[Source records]
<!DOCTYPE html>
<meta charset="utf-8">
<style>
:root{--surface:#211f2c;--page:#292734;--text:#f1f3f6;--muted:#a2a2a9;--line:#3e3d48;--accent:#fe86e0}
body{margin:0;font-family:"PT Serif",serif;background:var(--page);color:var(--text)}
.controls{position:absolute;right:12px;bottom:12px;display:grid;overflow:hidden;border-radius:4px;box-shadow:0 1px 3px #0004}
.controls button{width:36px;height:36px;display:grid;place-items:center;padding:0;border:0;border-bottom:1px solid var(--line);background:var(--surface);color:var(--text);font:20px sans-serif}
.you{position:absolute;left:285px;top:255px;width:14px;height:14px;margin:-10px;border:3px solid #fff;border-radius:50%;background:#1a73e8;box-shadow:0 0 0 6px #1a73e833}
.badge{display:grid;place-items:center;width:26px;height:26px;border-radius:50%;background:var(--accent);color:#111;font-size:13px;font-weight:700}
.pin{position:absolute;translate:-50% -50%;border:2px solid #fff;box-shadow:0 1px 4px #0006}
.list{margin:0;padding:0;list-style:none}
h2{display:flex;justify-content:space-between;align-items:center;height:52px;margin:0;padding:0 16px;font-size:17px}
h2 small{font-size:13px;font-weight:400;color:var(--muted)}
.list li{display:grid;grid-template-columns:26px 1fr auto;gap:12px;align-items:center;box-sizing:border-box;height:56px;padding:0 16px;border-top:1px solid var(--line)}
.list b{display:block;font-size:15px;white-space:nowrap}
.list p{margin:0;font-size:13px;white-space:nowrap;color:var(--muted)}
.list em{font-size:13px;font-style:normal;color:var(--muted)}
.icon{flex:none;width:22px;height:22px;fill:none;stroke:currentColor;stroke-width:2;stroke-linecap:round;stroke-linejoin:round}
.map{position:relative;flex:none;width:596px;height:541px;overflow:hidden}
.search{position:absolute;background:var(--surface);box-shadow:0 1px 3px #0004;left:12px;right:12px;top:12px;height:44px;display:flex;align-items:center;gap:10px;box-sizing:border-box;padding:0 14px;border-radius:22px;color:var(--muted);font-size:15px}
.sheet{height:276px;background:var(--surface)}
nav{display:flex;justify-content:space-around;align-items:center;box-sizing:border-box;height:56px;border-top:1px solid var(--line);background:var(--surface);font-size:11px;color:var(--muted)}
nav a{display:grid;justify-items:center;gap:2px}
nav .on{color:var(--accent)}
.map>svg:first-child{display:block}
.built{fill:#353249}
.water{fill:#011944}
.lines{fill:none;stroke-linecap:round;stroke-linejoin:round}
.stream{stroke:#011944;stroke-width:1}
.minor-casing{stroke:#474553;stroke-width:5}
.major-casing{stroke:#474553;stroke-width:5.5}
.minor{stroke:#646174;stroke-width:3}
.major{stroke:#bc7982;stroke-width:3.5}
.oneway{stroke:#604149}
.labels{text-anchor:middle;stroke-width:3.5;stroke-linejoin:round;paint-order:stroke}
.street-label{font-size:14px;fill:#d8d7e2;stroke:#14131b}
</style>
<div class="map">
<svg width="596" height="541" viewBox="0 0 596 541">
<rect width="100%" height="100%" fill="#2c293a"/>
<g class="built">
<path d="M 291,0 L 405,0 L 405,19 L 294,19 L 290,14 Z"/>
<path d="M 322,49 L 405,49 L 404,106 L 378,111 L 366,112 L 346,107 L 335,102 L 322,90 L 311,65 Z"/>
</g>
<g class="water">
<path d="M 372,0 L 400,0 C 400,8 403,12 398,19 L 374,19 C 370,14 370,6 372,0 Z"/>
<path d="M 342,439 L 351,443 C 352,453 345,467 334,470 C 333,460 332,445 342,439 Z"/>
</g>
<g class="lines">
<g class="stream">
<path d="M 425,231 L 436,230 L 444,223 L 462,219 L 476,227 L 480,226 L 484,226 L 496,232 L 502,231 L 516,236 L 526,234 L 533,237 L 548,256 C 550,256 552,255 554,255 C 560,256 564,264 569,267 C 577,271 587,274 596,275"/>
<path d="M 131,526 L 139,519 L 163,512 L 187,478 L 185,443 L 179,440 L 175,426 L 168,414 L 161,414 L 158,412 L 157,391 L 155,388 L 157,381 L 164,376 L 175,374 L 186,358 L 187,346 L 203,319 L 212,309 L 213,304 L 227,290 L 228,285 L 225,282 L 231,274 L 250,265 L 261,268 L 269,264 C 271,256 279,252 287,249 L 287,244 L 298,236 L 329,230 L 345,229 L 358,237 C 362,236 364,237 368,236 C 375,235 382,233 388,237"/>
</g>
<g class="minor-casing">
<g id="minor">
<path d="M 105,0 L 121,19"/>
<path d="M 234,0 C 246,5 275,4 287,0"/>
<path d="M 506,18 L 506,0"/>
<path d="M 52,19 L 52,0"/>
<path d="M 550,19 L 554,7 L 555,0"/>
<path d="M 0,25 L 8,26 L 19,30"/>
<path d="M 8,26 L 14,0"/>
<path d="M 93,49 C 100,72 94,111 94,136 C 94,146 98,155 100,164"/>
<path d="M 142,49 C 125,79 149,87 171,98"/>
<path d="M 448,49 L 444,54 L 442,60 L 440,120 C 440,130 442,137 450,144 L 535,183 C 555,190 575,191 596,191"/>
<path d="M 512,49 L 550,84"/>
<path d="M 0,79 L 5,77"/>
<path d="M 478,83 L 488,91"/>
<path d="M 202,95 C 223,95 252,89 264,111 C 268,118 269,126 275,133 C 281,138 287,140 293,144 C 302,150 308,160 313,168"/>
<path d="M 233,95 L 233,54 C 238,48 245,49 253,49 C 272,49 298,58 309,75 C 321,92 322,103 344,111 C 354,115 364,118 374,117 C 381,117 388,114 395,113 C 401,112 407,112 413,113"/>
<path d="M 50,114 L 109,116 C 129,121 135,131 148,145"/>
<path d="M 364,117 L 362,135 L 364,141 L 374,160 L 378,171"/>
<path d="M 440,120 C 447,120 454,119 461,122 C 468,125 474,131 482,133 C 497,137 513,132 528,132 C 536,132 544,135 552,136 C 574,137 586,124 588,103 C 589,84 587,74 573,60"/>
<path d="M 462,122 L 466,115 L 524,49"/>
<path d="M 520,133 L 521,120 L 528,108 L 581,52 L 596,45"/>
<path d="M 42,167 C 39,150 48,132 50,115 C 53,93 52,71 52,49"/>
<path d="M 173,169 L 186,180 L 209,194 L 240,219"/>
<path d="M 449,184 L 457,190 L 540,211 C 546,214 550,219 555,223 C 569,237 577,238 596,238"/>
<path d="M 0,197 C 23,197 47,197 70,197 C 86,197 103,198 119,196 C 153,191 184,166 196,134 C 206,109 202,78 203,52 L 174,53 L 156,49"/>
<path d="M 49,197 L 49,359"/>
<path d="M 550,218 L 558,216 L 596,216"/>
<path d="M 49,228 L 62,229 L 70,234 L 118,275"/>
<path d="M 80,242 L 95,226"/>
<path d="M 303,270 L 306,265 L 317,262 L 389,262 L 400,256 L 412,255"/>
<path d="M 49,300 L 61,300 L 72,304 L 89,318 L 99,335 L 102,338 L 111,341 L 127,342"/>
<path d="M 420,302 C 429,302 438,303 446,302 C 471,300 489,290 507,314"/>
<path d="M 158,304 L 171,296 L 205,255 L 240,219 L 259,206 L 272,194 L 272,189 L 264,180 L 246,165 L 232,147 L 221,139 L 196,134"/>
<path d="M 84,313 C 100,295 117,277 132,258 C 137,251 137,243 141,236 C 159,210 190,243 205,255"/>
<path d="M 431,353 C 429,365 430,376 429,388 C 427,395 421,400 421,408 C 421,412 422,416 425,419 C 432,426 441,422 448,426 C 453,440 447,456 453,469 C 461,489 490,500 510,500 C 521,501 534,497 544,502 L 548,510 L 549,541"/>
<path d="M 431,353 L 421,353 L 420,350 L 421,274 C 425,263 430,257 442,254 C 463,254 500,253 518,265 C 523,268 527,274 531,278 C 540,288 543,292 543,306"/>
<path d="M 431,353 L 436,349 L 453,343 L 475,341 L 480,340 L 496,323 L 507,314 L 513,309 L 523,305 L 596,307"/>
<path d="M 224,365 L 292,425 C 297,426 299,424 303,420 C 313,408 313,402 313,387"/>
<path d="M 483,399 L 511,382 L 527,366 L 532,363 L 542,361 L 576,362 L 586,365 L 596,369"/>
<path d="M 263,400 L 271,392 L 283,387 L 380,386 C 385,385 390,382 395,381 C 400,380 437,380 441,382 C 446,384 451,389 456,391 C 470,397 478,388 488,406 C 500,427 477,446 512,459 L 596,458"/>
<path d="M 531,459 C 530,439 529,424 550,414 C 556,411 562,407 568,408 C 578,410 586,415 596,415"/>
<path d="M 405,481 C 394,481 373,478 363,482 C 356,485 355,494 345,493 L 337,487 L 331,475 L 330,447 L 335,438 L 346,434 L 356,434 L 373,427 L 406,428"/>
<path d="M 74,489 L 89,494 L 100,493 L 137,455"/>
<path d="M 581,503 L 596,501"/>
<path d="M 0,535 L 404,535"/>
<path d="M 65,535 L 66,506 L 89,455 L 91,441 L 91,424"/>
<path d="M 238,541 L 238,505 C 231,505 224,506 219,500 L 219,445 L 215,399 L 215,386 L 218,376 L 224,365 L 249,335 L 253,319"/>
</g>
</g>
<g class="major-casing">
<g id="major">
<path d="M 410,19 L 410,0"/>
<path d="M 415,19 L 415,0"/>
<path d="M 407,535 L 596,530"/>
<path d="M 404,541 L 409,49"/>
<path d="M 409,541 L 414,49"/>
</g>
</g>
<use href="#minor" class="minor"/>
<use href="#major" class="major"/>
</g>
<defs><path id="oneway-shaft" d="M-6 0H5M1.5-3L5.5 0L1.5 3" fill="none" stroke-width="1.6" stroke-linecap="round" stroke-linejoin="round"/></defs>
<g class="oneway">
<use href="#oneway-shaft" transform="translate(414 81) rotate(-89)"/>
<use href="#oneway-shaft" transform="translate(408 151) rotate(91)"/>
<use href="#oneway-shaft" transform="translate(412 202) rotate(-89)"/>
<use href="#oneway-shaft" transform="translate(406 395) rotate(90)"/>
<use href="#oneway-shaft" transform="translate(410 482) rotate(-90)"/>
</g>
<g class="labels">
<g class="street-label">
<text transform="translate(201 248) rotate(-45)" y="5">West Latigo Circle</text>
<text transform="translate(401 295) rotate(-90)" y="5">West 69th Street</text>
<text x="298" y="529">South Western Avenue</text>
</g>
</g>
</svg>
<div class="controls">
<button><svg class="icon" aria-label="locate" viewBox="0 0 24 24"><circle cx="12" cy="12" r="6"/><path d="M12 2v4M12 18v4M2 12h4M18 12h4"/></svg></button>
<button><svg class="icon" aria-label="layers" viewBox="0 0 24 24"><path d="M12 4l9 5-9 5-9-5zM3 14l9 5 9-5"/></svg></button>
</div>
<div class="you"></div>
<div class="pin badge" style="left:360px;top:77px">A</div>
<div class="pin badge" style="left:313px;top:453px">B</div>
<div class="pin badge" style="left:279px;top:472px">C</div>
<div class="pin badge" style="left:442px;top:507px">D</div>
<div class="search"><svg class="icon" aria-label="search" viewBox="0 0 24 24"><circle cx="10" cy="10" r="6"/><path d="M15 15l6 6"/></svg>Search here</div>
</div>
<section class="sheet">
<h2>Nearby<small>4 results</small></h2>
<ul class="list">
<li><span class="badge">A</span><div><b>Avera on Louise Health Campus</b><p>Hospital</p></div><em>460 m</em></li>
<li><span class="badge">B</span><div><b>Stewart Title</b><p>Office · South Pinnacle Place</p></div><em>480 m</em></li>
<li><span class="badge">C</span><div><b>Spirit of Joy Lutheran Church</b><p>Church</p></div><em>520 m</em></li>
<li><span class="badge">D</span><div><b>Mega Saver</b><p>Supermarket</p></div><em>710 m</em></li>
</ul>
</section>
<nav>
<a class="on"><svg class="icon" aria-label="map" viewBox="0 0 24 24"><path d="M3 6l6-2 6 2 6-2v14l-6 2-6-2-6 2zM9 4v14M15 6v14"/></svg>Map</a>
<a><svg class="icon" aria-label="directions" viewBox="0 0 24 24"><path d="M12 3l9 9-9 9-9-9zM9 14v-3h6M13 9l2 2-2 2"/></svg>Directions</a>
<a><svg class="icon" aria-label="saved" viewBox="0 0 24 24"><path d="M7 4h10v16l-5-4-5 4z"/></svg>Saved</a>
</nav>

* [Work required]: Work through the data and report how many of its lines hold the word "sheet", giving only the figure.

* [Answer section]: 2